Brief →
Reading down the listing below, count the lines where the word "lists" shows up, then give only that count.

Dataset extract →
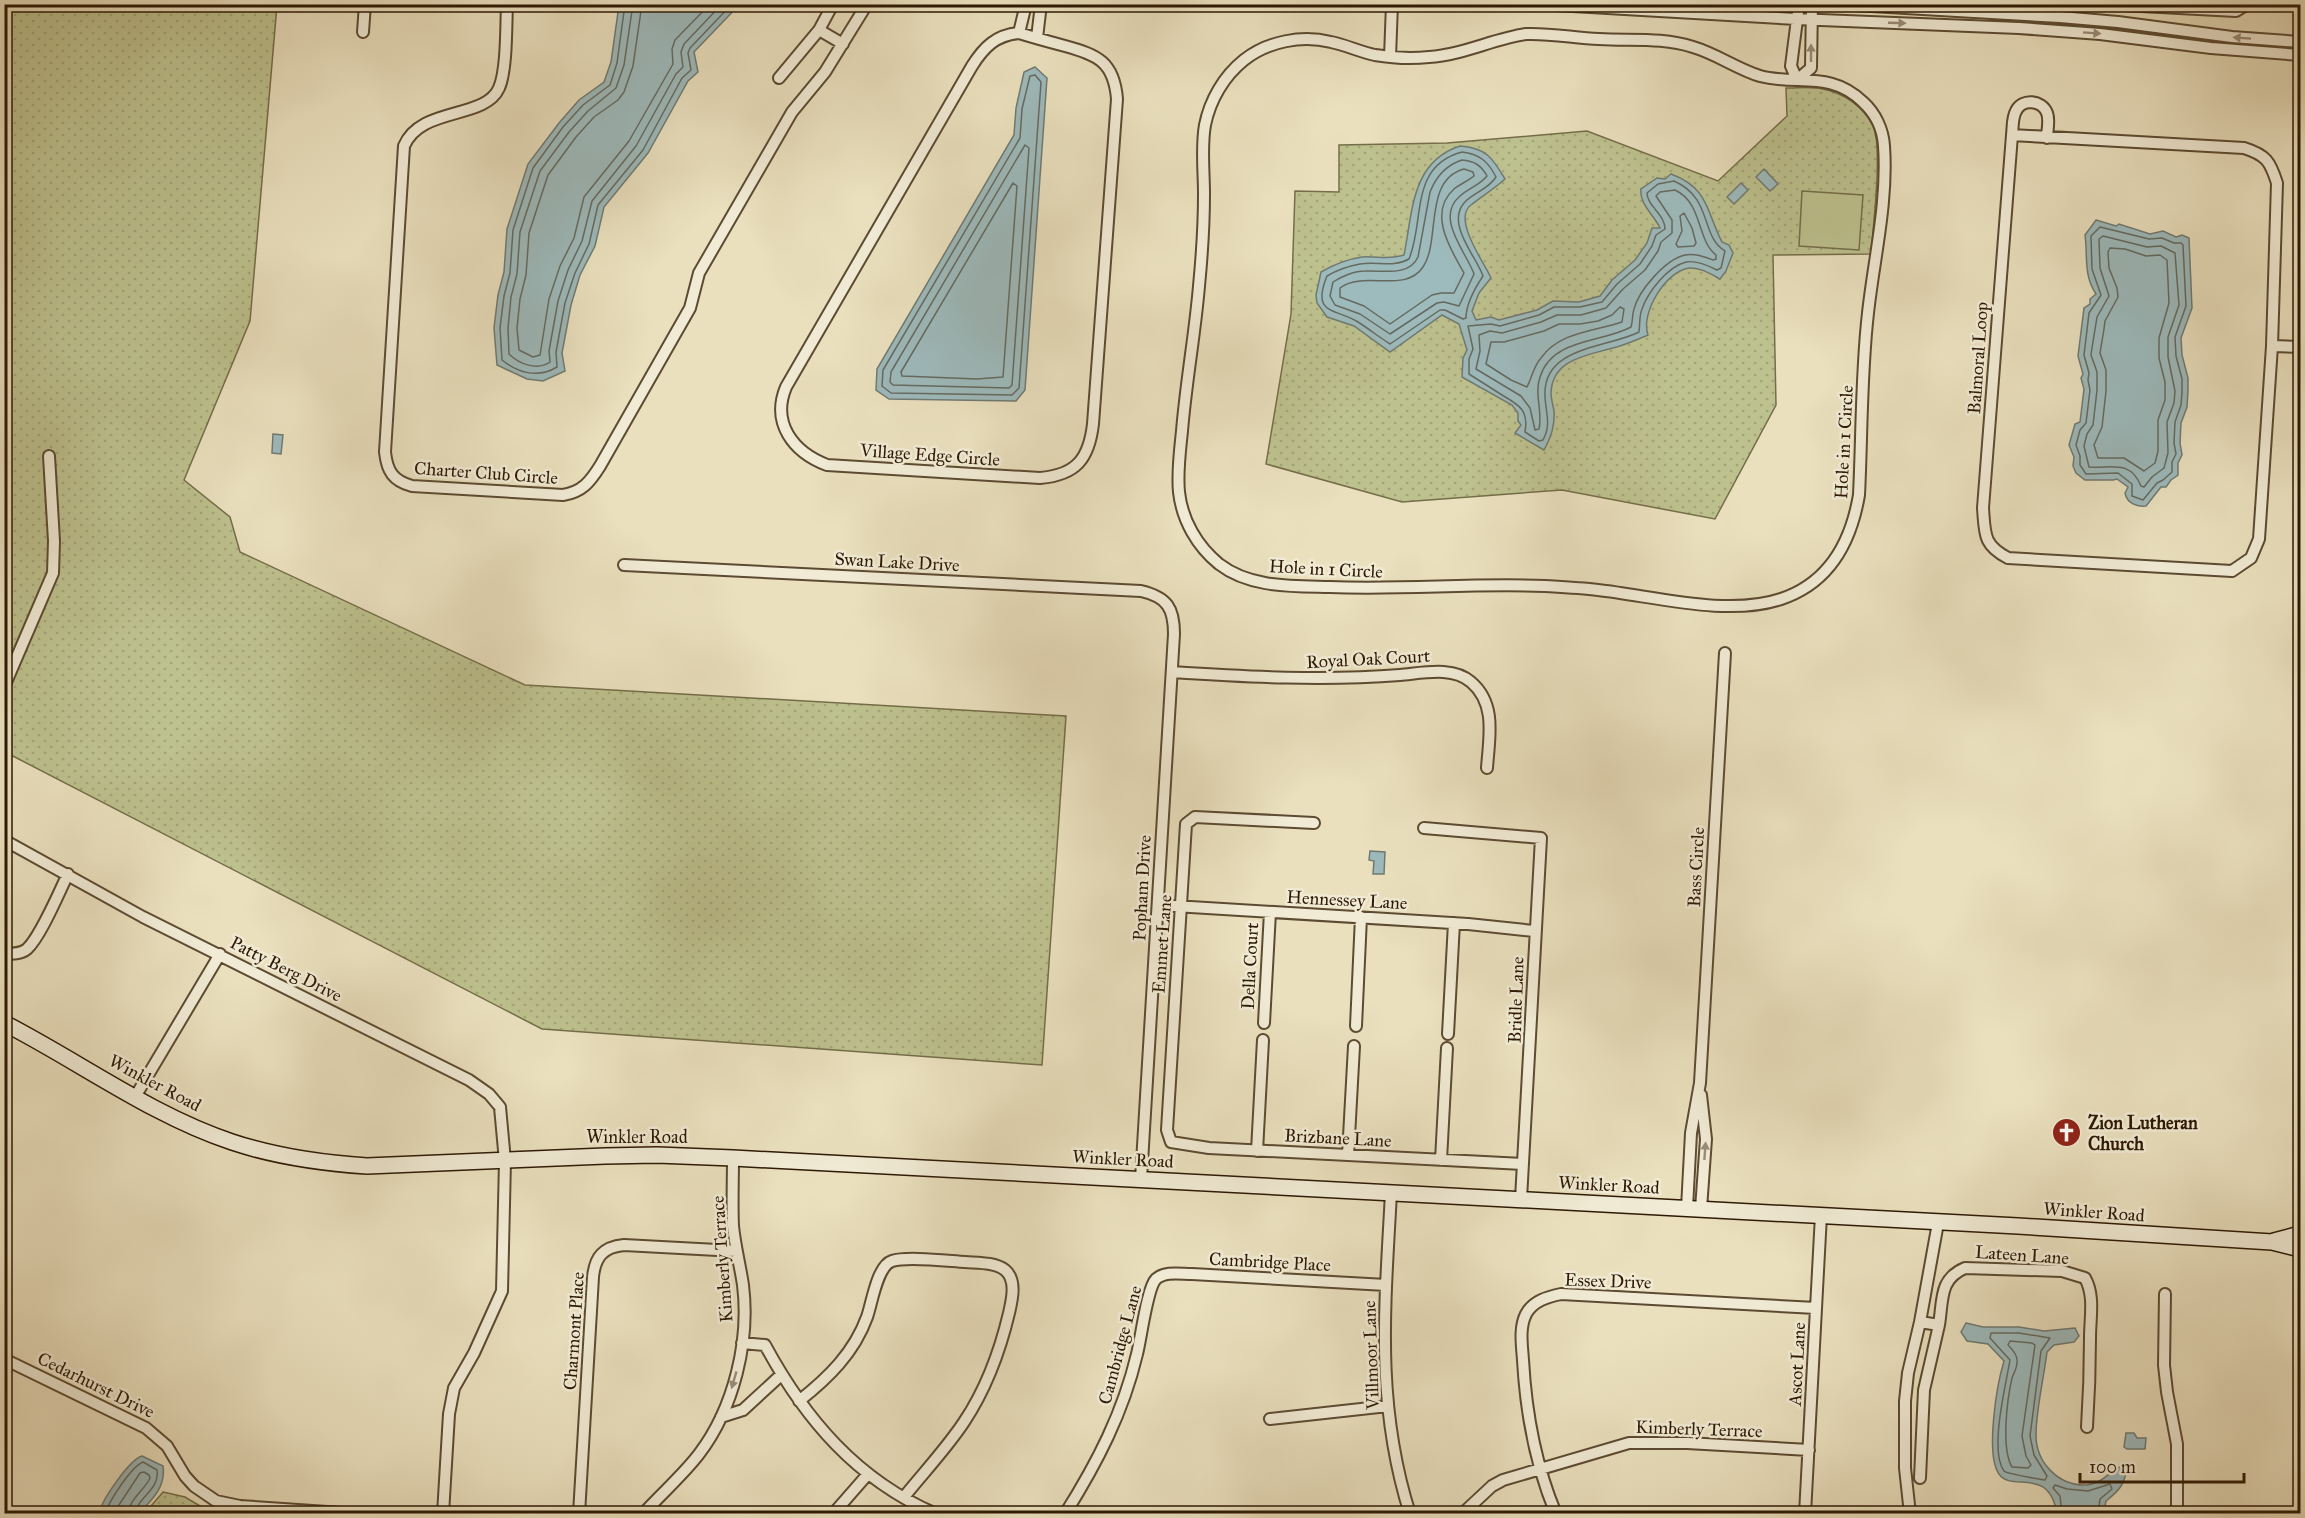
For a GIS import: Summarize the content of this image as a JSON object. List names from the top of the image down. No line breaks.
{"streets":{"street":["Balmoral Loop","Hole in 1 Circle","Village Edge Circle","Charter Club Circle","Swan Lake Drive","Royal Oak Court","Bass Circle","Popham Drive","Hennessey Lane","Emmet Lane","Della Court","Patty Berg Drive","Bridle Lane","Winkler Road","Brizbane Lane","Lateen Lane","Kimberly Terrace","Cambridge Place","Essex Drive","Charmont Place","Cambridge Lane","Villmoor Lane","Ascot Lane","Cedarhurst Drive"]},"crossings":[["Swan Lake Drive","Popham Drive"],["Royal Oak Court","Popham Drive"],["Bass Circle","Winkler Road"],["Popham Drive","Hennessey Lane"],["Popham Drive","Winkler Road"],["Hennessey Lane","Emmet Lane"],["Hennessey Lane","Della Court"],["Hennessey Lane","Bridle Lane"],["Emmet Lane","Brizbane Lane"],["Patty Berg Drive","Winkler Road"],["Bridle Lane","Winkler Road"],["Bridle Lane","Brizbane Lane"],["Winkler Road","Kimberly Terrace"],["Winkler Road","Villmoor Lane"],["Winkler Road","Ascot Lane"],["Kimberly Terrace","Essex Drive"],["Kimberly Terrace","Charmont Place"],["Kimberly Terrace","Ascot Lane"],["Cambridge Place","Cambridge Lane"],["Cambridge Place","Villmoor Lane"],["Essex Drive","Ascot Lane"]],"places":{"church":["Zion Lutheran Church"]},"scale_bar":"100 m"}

==

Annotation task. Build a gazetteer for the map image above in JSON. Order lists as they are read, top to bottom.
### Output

==

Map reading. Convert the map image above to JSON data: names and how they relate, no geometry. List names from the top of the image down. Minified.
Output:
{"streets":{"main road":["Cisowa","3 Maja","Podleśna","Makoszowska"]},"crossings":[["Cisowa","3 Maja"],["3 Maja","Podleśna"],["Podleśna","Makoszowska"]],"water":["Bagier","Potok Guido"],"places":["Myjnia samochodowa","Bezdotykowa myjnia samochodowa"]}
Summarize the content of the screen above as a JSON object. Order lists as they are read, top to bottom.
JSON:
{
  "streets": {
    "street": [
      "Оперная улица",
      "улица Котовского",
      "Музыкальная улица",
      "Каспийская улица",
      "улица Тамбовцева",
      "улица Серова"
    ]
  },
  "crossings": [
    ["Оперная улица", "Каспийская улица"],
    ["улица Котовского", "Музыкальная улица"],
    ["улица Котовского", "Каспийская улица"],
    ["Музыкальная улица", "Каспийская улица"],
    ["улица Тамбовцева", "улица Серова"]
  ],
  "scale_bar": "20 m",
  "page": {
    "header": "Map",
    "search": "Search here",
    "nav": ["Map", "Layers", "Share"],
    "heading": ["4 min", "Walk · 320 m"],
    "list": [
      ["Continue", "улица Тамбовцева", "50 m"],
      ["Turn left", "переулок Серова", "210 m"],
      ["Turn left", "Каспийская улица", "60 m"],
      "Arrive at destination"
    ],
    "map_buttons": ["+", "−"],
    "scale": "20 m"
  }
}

Completed exercise →
2